Unit studies are part of the homeschool lexicon. You may have heard of the "unit studies" method, "unit studies families," and "unit studies moms." But what exactly are unit studies? Over the coming weeks here on the Silverdale Press blog, we are going to be doing a series about unit studies.
Unit studies are a way to approach homeschooling. They are a method, just like classical or Charlotte Mason, though unit studies can also incorporate these approaches. Unit studies are a way or organizing homeschooling material in a way that is much more flexible and integrated than the public and private school systems' subject-by-subject approach.

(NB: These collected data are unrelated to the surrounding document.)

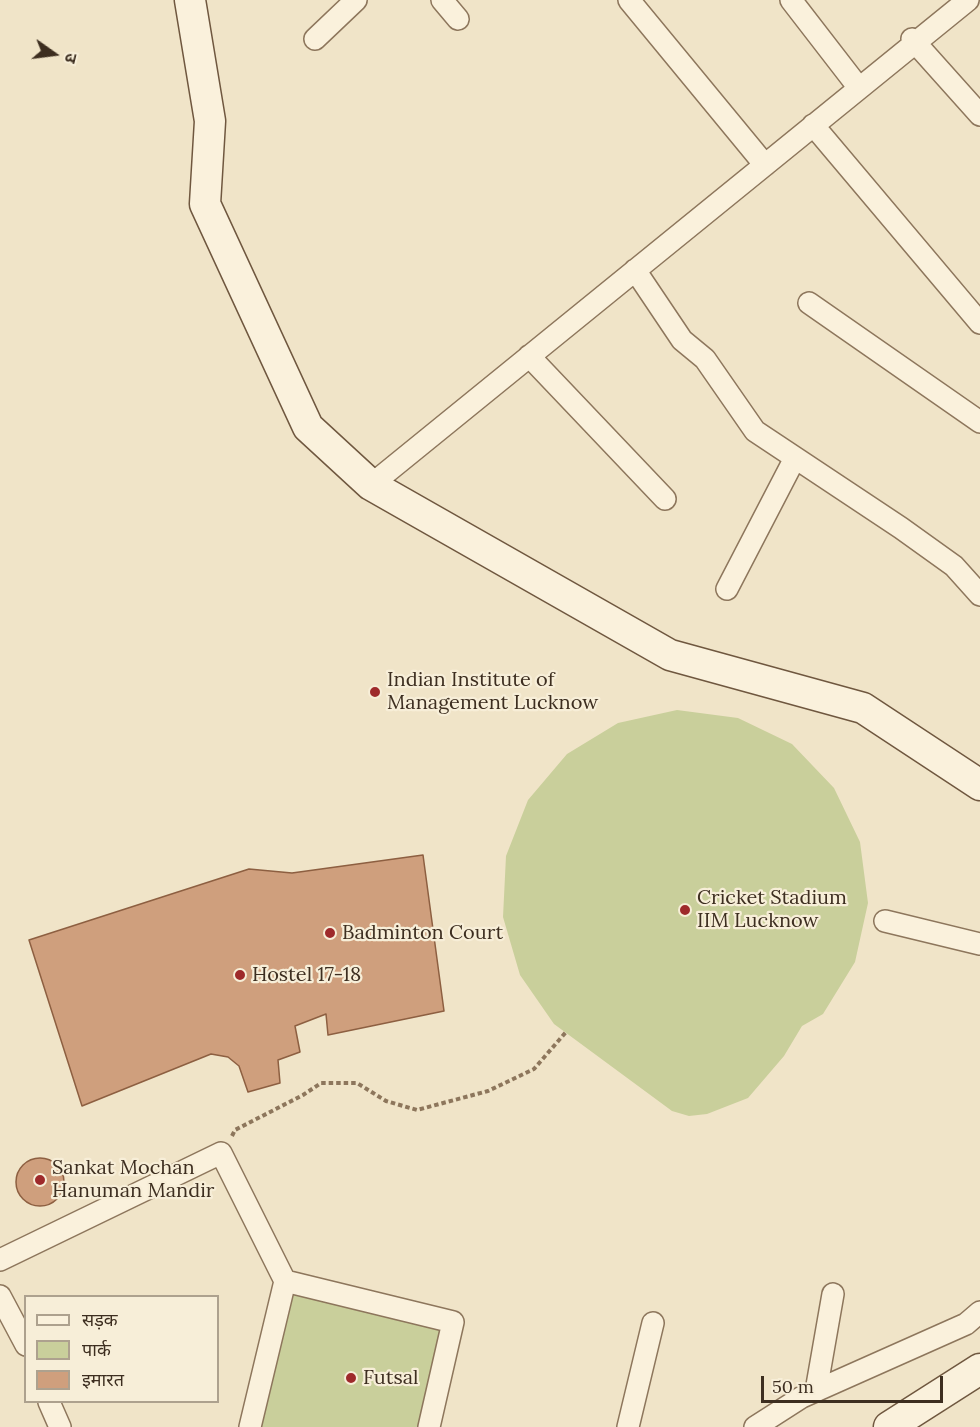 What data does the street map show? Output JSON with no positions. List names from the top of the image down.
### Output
{
  "places": [
    "Indian Institute of Management Lucknow",
    "Cricket Stadium IIM Lucknow",
    "Badminton Court",
    "Hostel 17-18",
    "Sankat Mochan Hanuman Mandir",
    "Futsal"
  ],
  "legend": ["सड़क", "पार्क", "इमारत"],
  "scale_bar": "50 m",
  "north": "right"
} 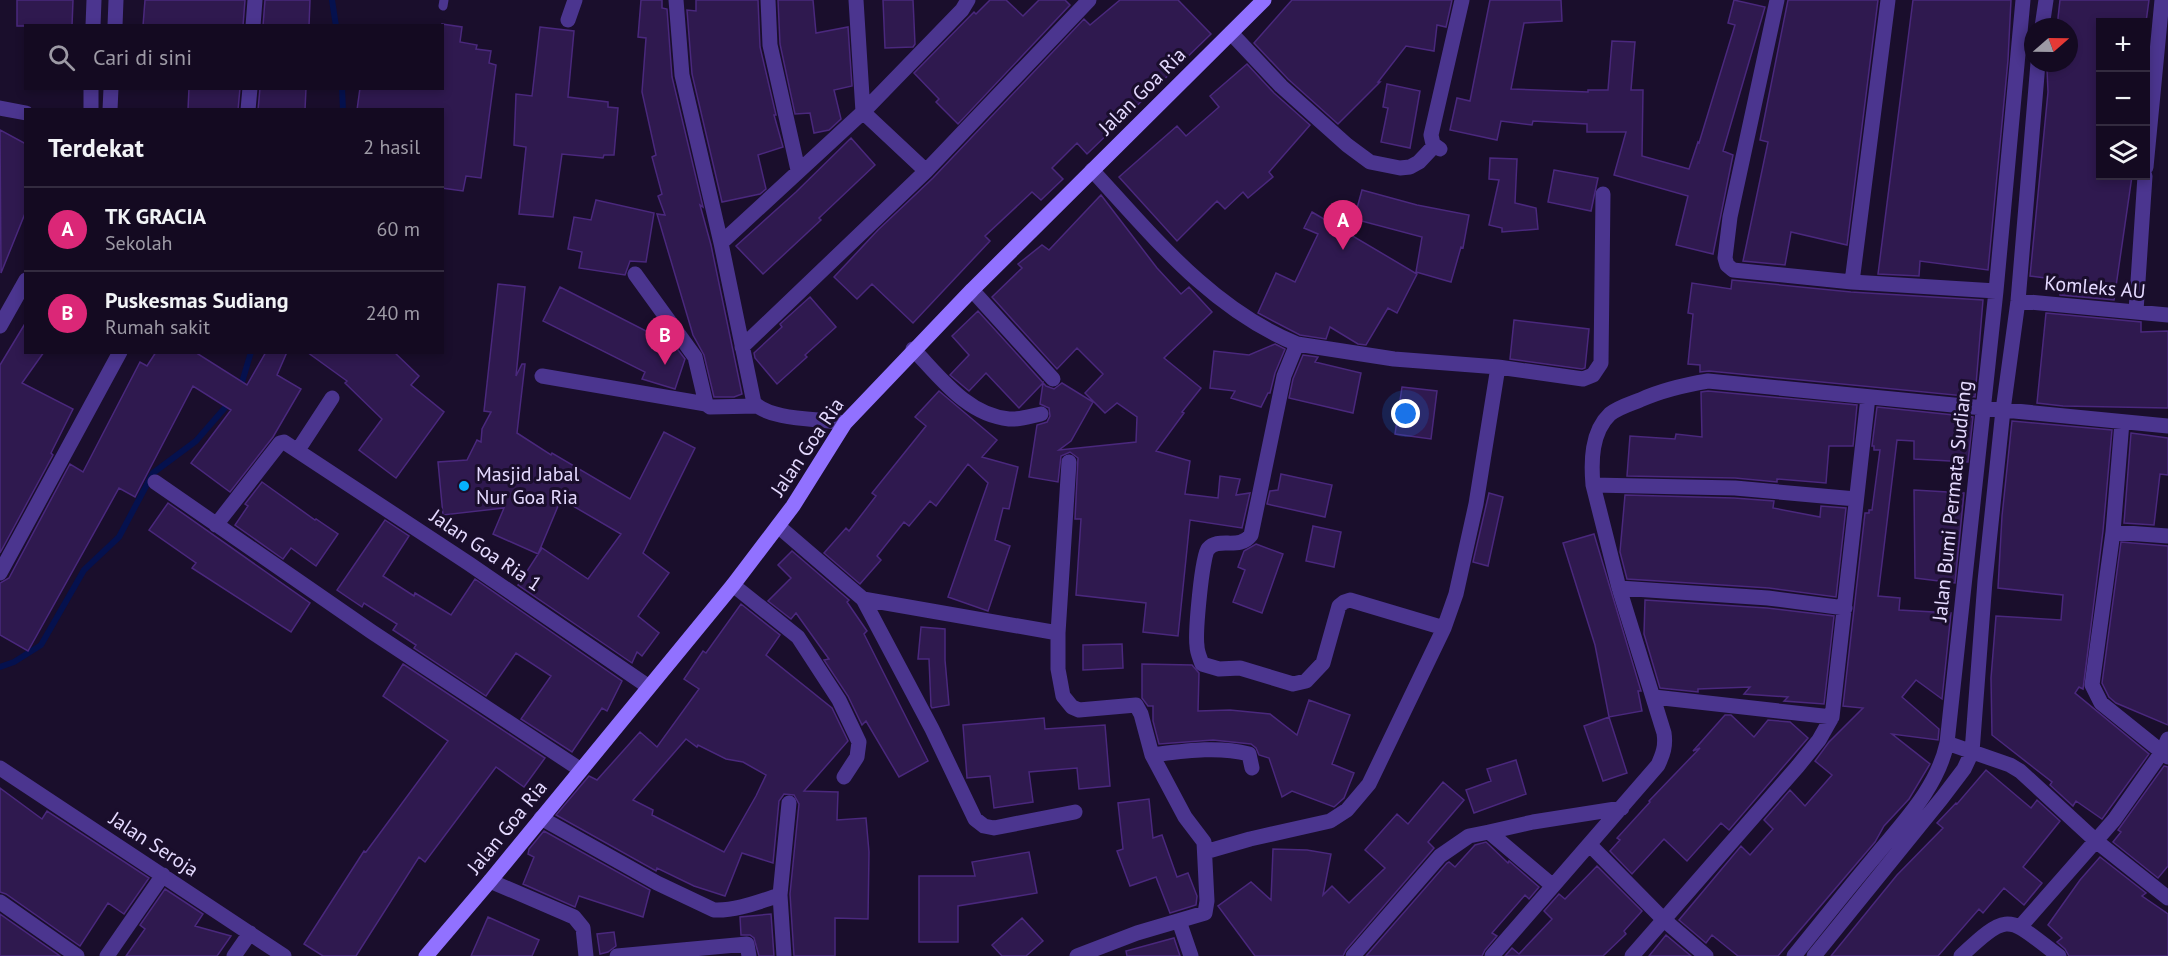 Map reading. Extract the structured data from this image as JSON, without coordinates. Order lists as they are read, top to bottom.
{
  "streets": {
    "main road": ["Jalan Goa Ria"],
    "street": [
      "Komleks AU",
      "Jalan Bumi Permata Sudiang",
      "Jalan Goa Ria 1",
      "Jalan Seroja"
    ]
  },
  "crossings": [
    ["Jalan Goa Ria", "Jalan Goa Ria 1"],
    ["Komleks AU", "Jalan Bumi Permata Sudiang"]
  ],
  "places": ["Masjid Jabal Nur Goa Ria"],
  "north": "right",
  "page": {
    "map_buttons": ["+", "−"],
    "search": "Cari di sini",
    "heading": ["Terdekat", "2 hasil"],
    "list": [
      {
        "mark": "A",
        "name": "TK GRACIA",
        "note": "Sekolah",
        "value": "60 m"
      },
      {
        "mark": "B",
        "name": "Puskesmas Sudiang",
        "note": "Rumah sakit",
        "value": "240 m"
      }
    ],
    "pins": ["A", "B"]
  }
}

Unit studies begin with a topic.
Unit studies begin with a topic. The topic can be anything. The topic can be a historical era like the Great Depression, World War II, or ancient Egypt. It can be a good book or series like the Chronicles of Narnia. It could be science or nature topic, like building a pollinator garden. Your unit study topic could be chocolate, Leonardo DaVinci, or Canada. The key idea is that everything flows from the topic.
Unit studies cover a range of subjects or one main subject.
Unit studies can include a variety of subjects. All the subjects will then relate back to the main unit study topic. There can be fiction reading, non-fiction reading, and primary sources. Depending on the age of the students, they can read independently or the family can read aloud together. It is easy to include language arts in unit studies by curating a vocabulary list from the reading and assigning copywork and dictation from the literature. Fine art and music are often easy to bring in, as are electives such as cooking skills. Field trips, movies, trips to historic sites, and a variety of hands-on activities will also naturally flow from the topic.
Unit studies can emphasize one subject more than others. A unit study on the Great Depression lends itself to social studies, since it is a historical period; whereas, a unit study on DaVinci would lend itself to fine art. For example, at Silverdale Press, our flagship Presidential Election Unit Study is geared primarily toward social studies, while our unit study series on U.S. presidents, great Americans, and holiday traditions includes a wide range of subjects, including social studies, language arts, fine art, and elective.
If science does not fit naturally into whatever unit study you are current doing, plan to do a separate unit study that emphasizes science. For example, do a unit study on pollinator gardens while doing a broader one on Anne of Green Gables.
What about math?
While math certainly can be incorporated into unit studies, most unit studies parents recommend sticking with a sequential math curriculum that is unrelated to the unit study.